◆ **WORK TO COMPLETE**
Check every line of the entries that follow, and copy the ones containing "limit".

◆ **Stored data**
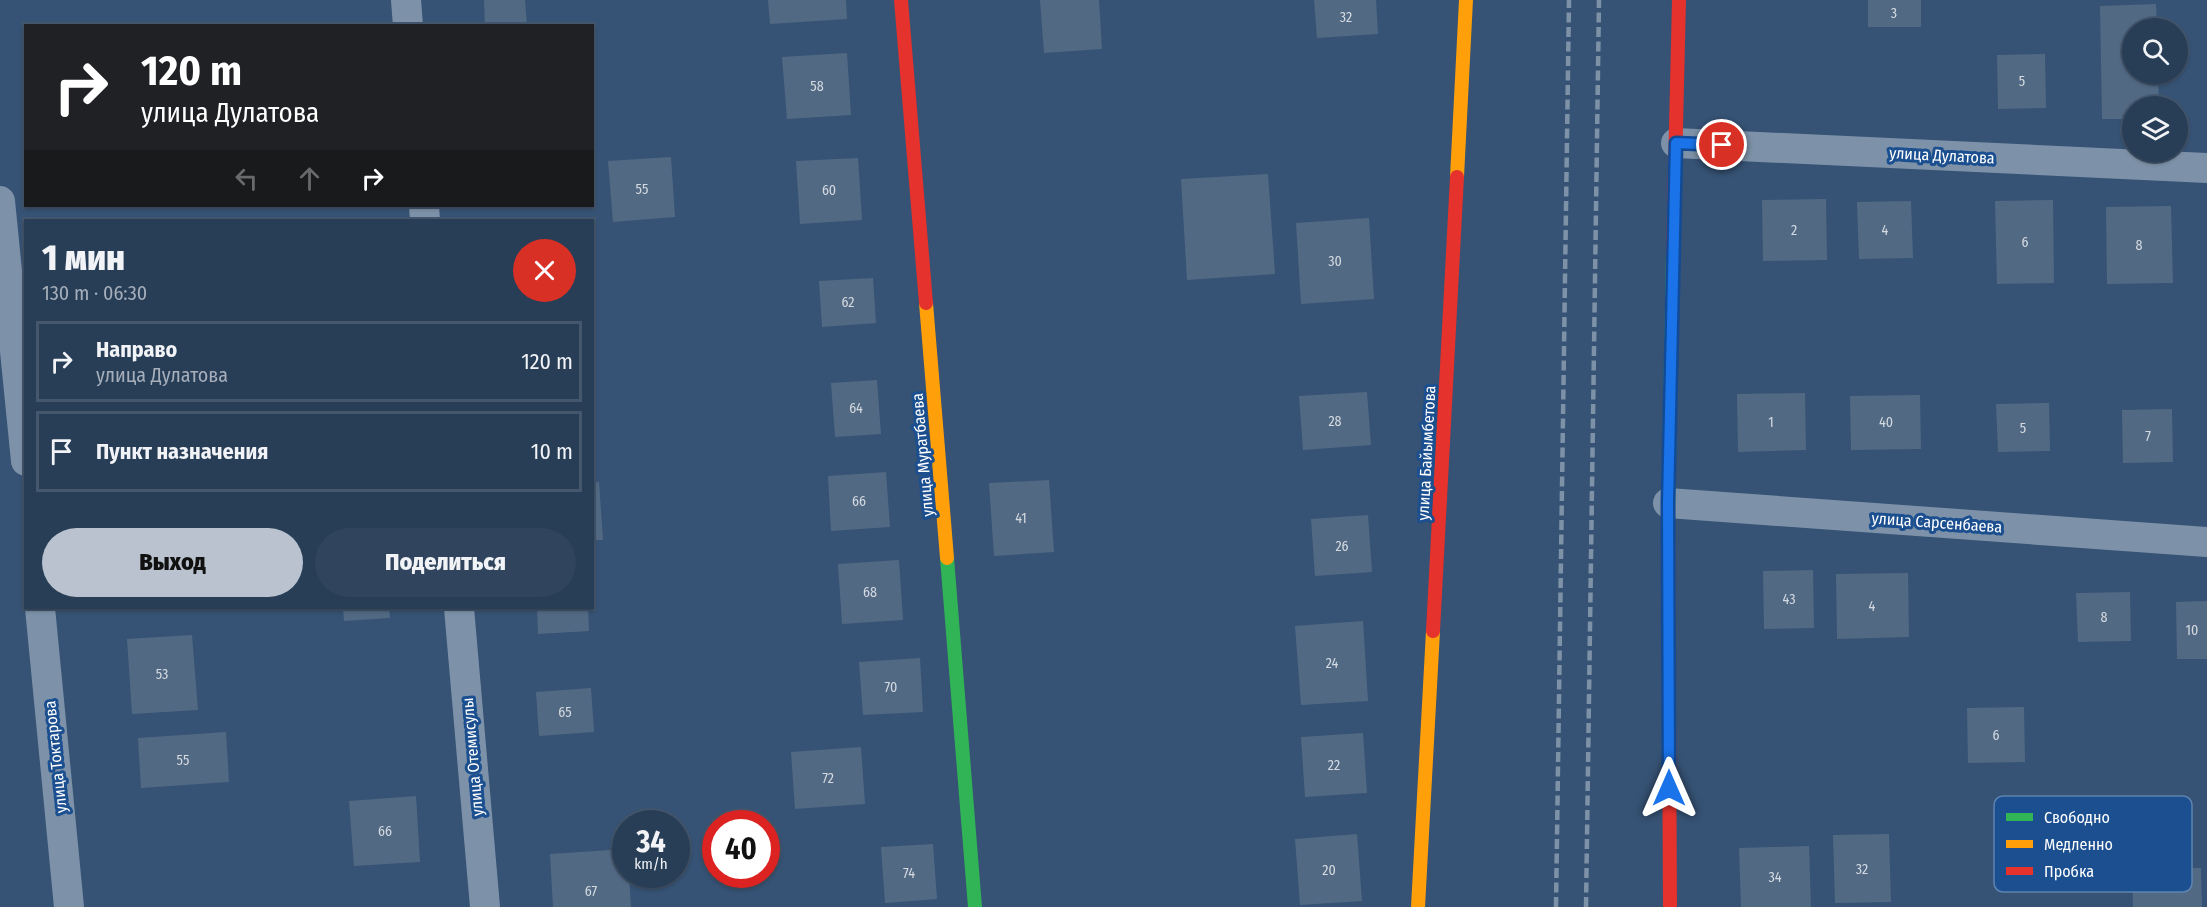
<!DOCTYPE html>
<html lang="ru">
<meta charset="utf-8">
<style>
:root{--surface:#283e57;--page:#30455d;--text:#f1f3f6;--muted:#a5aeba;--line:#44576d;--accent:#b9c2ce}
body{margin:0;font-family:"Fira Sans Condensed",sans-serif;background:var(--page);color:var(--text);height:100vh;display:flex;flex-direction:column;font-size:22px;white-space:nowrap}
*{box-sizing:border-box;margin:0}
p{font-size:20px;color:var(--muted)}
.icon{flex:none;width:33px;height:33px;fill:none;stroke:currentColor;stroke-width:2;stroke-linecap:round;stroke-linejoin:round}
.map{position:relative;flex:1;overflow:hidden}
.drawer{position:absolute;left:24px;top:219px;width:570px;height:390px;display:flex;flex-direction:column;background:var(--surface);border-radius:0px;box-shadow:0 2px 4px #0004,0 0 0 2px var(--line)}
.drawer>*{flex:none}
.banner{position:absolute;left:24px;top:24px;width:570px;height:183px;border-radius:0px;box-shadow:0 2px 4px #0004,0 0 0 2px var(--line);background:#202124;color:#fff;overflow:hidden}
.buttons{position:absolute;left:2122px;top:18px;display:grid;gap:12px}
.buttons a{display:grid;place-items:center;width:66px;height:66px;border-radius:50%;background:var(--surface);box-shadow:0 2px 4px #0004,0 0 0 2px var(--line);font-size:30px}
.speed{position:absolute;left:612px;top:810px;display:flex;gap:12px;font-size:30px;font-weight:700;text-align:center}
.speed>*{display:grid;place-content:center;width:78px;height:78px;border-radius:50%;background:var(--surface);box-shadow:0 2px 4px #0004,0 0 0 2px var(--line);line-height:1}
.speed small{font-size:15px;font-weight:400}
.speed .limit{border:9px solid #d22;background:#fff;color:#111}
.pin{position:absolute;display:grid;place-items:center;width:51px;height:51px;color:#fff;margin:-26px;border:3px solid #fff;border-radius:50%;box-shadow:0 2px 6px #0007}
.me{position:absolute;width:66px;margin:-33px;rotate:0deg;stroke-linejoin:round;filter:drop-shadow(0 0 4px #0008)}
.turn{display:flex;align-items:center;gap:21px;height:126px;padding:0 18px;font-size:27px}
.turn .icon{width:78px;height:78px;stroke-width:2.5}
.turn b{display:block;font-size:42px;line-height:51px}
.lanes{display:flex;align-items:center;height:57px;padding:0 18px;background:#0003;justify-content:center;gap:30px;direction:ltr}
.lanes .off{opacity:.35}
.round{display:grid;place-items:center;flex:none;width:63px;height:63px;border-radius:32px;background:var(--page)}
.head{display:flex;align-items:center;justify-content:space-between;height:102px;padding:0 18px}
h1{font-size:36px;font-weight:800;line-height:45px}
.primary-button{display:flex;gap:12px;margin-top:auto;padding:12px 18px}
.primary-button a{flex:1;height:69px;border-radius:36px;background:var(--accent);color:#111;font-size:24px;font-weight:800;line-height:69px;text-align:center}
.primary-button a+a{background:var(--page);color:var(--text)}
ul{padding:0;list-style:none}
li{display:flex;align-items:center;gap:18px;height:81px;margin:0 12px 9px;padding:0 6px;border:3px solid var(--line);border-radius:0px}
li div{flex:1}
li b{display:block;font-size:22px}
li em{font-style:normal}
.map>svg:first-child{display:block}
.building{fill:#526984}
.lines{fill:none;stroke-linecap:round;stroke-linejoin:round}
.street{stroke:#7d92a8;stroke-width:30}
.fast{stroke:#30b455;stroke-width:14}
.slow{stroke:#ff9f0a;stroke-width:14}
.jam{stroke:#e5322d;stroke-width:14}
.rail{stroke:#7e92a7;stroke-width:4.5;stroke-dasharray:10 4.5;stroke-linecap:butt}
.route-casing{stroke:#114b97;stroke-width:15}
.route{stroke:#1a73e8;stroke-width:10}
.labels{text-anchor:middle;stroke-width:6;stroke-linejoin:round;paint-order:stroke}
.number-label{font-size:14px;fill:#d4dae0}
.street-label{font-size:16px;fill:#fff;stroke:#1b4f8f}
.key{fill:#1b4f8f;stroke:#5f84b1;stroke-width:1.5}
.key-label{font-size:16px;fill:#fff}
</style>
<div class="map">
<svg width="2207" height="907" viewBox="0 0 2207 907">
<rect width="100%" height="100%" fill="#365274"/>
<g class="building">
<path d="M 484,0 L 525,0 L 527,26 L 485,26 Z"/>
<path d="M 768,0 L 846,0 L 847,19 L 770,24 Z"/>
<path d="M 1040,0 L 1099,0 L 1102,49 L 1044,53 Z"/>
<path d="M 1314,0 L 1376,0 L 1378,34 L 1317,38 Z"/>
<rect x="1868" y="0" width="53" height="27"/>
<path d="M 2156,4 L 2157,28 L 2133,28 L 2133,74 L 2158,74 L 2159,106 L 2133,106 L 2133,119 L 2102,119 L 2100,6 Z"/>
<path d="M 847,53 L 851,115 L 787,119 L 782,57 Z"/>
<path d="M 2045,54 L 2046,108 L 1998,109 L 1997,55 Z"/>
<path d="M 671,157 L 675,217 L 613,222 L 608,161 Z"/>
<path d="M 858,158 L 862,220 L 800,224 L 796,161 Z"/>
<path d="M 1268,174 L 1275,274 L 1187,280 L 1181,179 Z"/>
<path d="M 1826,199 L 1827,260 L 1763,261 L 1762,200 Z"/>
<path d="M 2053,200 L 2054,283 L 1997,284 L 1995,201 Z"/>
<path d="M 1911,201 L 1913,258 L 1859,259 L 1857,202 Z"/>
<path d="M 2171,206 L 2173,283 L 2107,284 L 2106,207 Z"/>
<path d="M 1369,218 L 1374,299 L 1301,304 L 1296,223 Z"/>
<path d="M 873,278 L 876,323 L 822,327 L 819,281 Z"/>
<path d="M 877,380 L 881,434 L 835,437 L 831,383 Z"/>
<path d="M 1367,392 L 1371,445 L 1303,450 L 1299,396 Z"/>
<path d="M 1805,393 L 1806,450 L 1738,452 L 1737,394 Z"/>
<path d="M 1920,395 L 1921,449 L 1851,450 L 1850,396 Z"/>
<path d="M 2049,403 L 2050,451 L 1998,452 L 1996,404 Z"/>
<path d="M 2172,409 L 2173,462 L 2123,463 L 2122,410 Z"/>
<path d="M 886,472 L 890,527 L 831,531 L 828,476 Z"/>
<path d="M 1049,480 L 1054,552 L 994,556 L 989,483 Z"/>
<path d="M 599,482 L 603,540 L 592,540 L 592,483 Z"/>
<path d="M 1368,515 L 1372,572 L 1315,576 L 1311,519 Z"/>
<path d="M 899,560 L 903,620 L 842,624 L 838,564 Z"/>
<path d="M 1813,570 L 1814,628 L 1764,629 L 1763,571 Z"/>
<path d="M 1908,573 L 1909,637 L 1837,639 L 1836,574 Z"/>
<path d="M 2130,592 L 2131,641 L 2078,642 L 2076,593 Z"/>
<path d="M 2207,601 L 2207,659 L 2177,659 L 2176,602 Z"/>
<path d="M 343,608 L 389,608 L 390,618 L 344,621 Z"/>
<path d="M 537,608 L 588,608 L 589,631 L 538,634 Z"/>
<path d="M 1363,621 L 1368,701 L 1301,705 L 1295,626 Z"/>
<path d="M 192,635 L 198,710 L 132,714 L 127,639 Z"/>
<path d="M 920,658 L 923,712 L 863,715 L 859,662 Z"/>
<path d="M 591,688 L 594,732 L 539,736 L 536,692 Z"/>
<path d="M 2024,707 L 2025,762 L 1968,763 L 1967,708 Z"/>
<path d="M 226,732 L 229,782 L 141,788 L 138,738 Z"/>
<path d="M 1363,733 L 1367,793 L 1305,797 L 1301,737 Z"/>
<path d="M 861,747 L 865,804 L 795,809 L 791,752 Z"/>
<path d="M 416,796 L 420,862 L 354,866 L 349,801 Z"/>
<path d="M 1357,834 L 1362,901 L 1300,905 L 1295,839 Z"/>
<path d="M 1889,834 L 1891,902 L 1835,903 L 1833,835 Z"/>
<path d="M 933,844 L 937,899 L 885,903 L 881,847 Z"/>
<path d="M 1809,846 L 1811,907 L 1741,907 L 1739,848 Z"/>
<path d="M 626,849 L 626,874 L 629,874 L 631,907 L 553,907 L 550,854 Z"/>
<path d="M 2201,868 L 2202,907 L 2133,907 L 2132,869 Z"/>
</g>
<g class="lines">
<g class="street">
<path d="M 406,0 L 408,26"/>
<path d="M 1676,143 L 2207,168"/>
<path d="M 0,201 L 26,461"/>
<path d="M 424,206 L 425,220"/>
<path d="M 1668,503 L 2207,542"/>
<path d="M 40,608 L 69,907"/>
<path d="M 459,608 L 485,907"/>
</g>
<g class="fast">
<path d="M 1668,514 L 1673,254"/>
<path d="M 947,558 L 975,907"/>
</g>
<g class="slow">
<path d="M 1457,177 L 1466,0"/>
<path d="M 926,303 L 947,558"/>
<path d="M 1418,907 L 1433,631"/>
</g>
<g class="jam">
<path d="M 901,0 L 926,303"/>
<path d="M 1673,254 L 1679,0"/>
<path d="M 1668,514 L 1670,907"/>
<path d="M 1433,631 L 1457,177"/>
</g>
<g class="rail">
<path d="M 1556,907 L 1569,0"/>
<path d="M 1586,907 L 1599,0"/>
</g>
</g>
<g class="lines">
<defs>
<path id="route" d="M 1669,788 L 1668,503 L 1676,143 L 1722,145"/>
</defs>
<use href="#route" class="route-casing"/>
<use href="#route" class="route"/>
</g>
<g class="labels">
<g class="number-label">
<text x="1894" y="18">3</text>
<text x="1346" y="22">32</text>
<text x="2022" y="86">5</text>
<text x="817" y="91">58</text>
<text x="642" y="194">55</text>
<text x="829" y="195">60</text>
<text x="1794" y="235">2</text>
<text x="1885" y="235">4</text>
<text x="2025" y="247">6</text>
<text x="2139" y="250">8</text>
<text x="1335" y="266">30</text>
<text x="848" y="307">62</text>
<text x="856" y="413">64</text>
<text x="1335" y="426">28</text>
<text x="1771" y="427">1</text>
<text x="1886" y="427">40</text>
<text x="2023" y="433">5</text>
<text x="2148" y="441">7</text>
<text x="859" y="506">66</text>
<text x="1021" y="523">41</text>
<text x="1342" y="551">26</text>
<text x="870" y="597">68</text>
<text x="1789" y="604">43</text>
<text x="1872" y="611">4</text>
<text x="2104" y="622">8</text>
<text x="2192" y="635">10</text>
<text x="1332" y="668">24</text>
<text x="162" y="679">53</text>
<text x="891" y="692">70</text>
<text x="565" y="717">65</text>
<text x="1996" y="740">6</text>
<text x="183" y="765">55</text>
<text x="1334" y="770">22</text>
<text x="828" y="783">72</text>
<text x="385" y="836">66</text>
<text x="1862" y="874">32</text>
<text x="1329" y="875">20</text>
<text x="909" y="878">74</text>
<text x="1775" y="882">34</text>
<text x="591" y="896">67</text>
</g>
<g class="street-label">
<text transform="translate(1942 155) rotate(3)" y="6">улица Дулатова</text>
<text transform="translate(1426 453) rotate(-87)" y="6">улица Байымбетова</text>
<text transform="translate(922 455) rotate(-95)" y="6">улица Муратбаева</text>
<text transform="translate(1937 522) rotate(4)" y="6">улица Сарсенбаева</text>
<text transform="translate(55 757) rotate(-96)" y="6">улица Токтарова</text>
<text transform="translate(472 757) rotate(-95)" y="6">улица Отемисулы</text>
</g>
</g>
<rect x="1994" y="796" width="198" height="96" rx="9" class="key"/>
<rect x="2006" y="813" width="27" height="8" fill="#30b455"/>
<rect x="2006" y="840" width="27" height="8" fill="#ff9f0a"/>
<rect x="2006" y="867" width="27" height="8" fill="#e5322d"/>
<g class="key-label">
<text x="2044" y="823">Свободно</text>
<text x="2044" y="850">Медленно</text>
<text x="2044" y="877">Пробка</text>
</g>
</svg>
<div class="buttons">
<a><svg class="icon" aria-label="search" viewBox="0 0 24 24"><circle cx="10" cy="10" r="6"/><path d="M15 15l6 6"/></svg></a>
<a><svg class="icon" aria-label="layers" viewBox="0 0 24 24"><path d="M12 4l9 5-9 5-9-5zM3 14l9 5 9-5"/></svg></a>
</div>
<div class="speed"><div>34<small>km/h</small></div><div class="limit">40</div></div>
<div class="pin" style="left:1722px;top:145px;background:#d93025"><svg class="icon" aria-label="arrive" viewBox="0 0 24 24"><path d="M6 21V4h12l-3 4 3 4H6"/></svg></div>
<svg class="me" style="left:1669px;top:788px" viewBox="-20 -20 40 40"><path d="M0-17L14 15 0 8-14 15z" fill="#1a73e8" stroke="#fff" stroke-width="4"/></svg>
<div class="banner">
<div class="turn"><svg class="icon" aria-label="right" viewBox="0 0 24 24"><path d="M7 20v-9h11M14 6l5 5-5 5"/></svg><div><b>120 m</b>улица Дулатова</div></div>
<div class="lanes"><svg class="icon off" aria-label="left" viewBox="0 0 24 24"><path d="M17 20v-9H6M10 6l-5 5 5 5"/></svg><svg class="icon off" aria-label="ahead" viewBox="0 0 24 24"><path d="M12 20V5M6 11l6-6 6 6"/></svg><svg class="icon" aria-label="right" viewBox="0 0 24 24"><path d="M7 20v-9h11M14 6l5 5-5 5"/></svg></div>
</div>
<section class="drawer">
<div class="head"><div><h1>1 мин</h1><p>130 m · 06:30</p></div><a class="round" style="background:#d93025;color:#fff"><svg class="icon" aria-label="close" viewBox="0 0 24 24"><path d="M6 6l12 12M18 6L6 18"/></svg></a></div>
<ul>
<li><svg class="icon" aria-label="right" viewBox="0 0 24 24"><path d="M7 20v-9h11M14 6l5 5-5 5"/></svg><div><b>Направо</b><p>улица Дулатова</p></div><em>120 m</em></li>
<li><svg class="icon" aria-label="arrive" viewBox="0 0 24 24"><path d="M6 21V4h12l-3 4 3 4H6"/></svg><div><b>Пункт назначения</b></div><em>10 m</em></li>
</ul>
<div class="primary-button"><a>Выход</a><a>Поделиться</a></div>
</section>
</div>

◆ **YOUR RESPONSE**
.speed .limit{border:9px solid #d22;background:#fff;color:#111}
<div class="speed"><div>34<small>km/h</small></div><div class="limit">40</div></div>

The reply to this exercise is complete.